• INFORMATION SUPPLIED:

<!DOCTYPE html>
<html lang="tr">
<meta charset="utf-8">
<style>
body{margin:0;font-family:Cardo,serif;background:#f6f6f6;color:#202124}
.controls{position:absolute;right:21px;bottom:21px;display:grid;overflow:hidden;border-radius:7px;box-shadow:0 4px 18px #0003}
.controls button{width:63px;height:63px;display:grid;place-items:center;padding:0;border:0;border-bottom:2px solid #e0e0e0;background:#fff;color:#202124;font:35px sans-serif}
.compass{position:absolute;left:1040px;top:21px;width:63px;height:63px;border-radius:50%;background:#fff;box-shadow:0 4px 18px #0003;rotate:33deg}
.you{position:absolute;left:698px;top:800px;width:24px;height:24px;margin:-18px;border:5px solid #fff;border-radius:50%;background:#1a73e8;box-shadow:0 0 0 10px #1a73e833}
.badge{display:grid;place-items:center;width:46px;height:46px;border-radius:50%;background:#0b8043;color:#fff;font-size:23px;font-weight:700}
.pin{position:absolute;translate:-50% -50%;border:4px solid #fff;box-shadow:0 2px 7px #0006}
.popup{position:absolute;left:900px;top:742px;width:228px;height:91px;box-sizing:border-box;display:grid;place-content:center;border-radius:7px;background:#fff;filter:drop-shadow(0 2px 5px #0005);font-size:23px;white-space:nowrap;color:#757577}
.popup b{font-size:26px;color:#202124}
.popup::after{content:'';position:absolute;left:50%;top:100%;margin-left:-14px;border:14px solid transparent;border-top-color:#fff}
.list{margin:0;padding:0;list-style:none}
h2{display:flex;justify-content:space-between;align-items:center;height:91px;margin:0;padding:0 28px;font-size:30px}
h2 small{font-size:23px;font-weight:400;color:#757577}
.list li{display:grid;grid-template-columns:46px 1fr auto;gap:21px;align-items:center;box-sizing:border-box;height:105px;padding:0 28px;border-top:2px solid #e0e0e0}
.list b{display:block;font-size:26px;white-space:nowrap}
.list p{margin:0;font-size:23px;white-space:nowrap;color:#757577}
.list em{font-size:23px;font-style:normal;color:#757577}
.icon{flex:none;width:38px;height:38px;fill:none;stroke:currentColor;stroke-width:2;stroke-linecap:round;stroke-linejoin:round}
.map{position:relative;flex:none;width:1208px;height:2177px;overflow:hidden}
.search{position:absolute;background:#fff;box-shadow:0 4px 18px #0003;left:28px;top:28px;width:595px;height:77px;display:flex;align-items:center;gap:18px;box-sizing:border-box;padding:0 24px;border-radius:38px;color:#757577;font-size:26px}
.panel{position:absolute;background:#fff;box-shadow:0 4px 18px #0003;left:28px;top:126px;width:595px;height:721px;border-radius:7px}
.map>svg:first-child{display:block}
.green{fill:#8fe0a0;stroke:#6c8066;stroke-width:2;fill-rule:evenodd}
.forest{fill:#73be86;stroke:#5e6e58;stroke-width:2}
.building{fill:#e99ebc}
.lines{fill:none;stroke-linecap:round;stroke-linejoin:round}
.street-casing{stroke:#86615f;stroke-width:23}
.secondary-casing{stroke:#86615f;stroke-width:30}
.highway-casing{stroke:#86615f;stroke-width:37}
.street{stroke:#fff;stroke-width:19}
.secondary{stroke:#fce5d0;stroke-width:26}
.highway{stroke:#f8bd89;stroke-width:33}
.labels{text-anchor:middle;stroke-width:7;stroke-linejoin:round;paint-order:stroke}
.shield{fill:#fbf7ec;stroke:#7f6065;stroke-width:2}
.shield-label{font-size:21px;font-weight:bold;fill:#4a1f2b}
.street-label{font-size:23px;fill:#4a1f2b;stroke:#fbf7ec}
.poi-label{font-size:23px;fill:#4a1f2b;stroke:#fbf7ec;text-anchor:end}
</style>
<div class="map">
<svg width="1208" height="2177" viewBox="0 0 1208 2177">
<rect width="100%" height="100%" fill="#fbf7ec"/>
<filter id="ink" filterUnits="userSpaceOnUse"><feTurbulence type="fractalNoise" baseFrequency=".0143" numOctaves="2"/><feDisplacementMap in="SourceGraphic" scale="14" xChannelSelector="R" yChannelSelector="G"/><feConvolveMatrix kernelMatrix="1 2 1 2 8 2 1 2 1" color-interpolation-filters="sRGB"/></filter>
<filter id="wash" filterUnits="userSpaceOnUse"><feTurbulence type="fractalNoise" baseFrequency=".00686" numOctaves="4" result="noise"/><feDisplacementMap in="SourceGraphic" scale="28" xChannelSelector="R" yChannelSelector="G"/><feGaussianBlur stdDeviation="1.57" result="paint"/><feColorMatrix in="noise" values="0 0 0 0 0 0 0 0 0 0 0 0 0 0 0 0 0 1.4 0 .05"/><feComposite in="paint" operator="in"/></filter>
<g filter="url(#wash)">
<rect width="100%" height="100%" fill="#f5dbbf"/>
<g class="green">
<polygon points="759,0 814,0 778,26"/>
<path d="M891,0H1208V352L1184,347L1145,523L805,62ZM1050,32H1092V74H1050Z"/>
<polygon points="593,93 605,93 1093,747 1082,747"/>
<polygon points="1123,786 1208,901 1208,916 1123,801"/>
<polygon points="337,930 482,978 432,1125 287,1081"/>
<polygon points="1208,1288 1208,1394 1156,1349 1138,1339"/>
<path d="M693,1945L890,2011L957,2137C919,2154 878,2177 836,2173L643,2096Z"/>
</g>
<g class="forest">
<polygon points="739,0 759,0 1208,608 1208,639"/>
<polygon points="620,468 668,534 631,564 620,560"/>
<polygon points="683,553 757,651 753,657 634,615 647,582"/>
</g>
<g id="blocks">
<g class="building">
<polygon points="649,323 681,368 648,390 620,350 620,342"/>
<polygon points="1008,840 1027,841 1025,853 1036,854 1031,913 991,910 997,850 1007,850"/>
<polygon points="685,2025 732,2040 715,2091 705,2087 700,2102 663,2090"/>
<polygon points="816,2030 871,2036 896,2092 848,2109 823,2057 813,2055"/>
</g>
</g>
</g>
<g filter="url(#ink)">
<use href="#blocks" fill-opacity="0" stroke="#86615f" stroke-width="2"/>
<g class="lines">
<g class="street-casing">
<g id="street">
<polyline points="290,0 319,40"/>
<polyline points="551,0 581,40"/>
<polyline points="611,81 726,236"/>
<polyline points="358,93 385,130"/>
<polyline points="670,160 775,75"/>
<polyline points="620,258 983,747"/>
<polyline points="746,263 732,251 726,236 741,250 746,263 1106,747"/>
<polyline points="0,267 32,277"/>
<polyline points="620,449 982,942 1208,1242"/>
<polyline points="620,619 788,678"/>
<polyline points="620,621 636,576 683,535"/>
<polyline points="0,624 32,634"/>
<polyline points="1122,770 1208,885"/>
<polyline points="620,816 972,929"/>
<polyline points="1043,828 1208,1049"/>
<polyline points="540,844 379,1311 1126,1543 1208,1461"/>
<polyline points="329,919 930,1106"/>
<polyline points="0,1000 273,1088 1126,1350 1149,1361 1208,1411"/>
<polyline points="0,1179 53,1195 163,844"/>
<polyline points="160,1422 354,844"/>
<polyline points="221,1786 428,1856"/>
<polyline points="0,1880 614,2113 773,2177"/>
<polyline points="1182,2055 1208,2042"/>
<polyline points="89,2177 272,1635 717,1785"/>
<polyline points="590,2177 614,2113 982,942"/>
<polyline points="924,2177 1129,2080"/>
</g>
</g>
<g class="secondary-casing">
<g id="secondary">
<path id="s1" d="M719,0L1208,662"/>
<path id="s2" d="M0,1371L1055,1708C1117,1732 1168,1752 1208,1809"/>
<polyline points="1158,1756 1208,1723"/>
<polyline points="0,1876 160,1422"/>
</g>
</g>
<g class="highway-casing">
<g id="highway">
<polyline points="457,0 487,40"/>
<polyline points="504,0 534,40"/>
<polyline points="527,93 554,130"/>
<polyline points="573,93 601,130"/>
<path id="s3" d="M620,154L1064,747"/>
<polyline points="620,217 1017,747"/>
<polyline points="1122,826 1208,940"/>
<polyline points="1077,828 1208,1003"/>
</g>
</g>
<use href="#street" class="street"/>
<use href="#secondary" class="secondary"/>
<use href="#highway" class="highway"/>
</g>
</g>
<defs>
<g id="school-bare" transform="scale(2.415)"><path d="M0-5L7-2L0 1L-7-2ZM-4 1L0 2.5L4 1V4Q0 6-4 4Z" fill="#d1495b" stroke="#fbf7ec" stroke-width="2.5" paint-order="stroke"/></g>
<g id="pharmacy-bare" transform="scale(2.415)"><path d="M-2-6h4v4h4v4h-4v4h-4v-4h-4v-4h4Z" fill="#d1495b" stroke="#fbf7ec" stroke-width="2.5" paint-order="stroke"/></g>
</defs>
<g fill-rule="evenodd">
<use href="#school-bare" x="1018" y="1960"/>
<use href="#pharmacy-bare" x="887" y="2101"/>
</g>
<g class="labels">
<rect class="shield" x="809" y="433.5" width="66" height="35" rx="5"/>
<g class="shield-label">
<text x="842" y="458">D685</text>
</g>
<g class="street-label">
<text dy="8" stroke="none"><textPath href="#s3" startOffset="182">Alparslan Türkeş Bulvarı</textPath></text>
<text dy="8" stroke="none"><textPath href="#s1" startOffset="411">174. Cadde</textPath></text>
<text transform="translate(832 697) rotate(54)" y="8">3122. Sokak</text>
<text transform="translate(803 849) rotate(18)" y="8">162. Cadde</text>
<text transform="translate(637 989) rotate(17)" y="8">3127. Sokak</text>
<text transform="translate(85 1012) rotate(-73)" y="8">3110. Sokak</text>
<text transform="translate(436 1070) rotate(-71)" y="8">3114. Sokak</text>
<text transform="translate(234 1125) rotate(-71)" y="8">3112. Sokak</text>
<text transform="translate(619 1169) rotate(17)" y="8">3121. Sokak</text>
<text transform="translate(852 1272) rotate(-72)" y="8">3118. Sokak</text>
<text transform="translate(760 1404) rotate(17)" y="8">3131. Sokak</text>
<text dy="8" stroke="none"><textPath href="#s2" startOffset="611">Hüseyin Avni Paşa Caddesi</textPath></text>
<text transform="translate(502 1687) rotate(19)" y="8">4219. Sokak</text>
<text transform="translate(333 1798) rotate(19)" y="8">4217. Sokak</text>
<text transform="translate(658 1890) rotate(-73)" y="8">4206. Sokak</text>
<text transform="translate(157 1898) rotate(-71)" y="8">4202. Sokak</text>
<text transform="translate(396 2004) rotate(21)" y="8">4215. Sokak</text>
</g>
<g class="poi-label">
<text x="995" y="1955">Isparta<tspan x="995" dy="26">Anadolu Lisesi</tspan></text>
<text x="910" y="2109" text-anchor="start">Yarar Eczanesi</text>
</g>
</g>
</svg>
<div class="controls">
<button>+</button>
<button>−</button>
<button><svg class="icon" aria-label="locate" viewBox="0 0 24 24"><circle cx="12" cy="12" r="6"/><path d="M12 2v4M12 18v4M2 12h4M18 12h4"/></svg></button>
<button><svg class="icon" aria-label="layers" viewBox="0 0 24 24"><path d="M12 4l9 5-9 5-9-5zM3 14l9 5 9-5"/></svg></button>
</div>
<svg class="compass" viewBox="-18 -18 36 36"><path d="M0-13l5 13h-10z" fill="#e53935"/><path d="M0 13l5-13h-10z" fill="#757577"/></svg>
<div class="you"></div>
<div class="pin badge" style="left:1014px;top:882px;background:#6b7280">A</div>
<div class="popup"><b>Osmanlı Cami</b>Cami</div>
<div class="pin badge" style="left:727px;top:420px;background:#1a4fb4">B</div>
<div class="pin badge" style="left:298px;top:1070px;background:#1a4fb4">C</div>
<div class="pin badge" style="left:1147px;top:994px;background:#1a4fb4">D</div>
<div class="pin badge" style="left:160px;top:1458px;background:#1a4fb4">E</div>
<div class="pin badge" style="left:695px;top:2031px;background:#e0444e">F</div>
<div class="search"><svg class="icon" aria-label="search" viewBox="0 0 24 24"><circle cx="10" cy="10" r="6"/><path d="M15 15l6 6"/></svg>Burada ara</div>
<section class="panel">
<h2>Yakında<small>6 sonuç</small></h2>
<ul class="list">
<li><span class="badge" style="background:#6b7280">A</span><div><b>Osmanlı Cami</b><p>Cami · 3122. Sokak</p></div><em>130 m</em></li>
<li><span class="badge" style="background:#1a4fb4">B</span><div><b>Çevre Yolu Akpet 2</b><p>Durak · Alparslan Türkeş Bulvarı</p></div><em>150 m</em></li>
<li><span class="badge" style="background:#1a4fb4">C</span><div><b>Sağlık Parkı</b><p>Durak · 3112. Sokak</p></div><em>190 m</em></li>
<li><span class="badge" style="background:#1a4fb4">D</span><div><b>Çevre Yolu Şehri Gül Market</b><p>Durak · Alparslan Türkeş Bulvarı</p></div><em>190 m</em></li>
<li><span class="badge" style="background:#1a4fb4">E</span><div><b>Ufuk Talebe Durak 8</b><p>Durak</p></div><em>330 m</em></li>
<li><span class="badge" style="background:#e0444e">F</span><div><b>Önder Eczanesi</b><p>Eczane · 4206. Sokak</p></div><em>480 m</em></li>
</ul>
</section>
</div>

• EXERCISE DESCRIPTION: Looking through the records, copy out every line in which the word "linejoin" is found.

• ANSWER BELOW:
.icon{flex:none;width:38px;height:38px;fill:none;stroke:currentColor;stroke-width:2;stroke-linecap:round;stroke-linejoin:round}
.lines{fill:none;stroke-linecap:round;stroke-linejoin:round}
.labels{text-anchor:middle;stroke-width:7;stroke-linejoin:round;paint-order:stroke}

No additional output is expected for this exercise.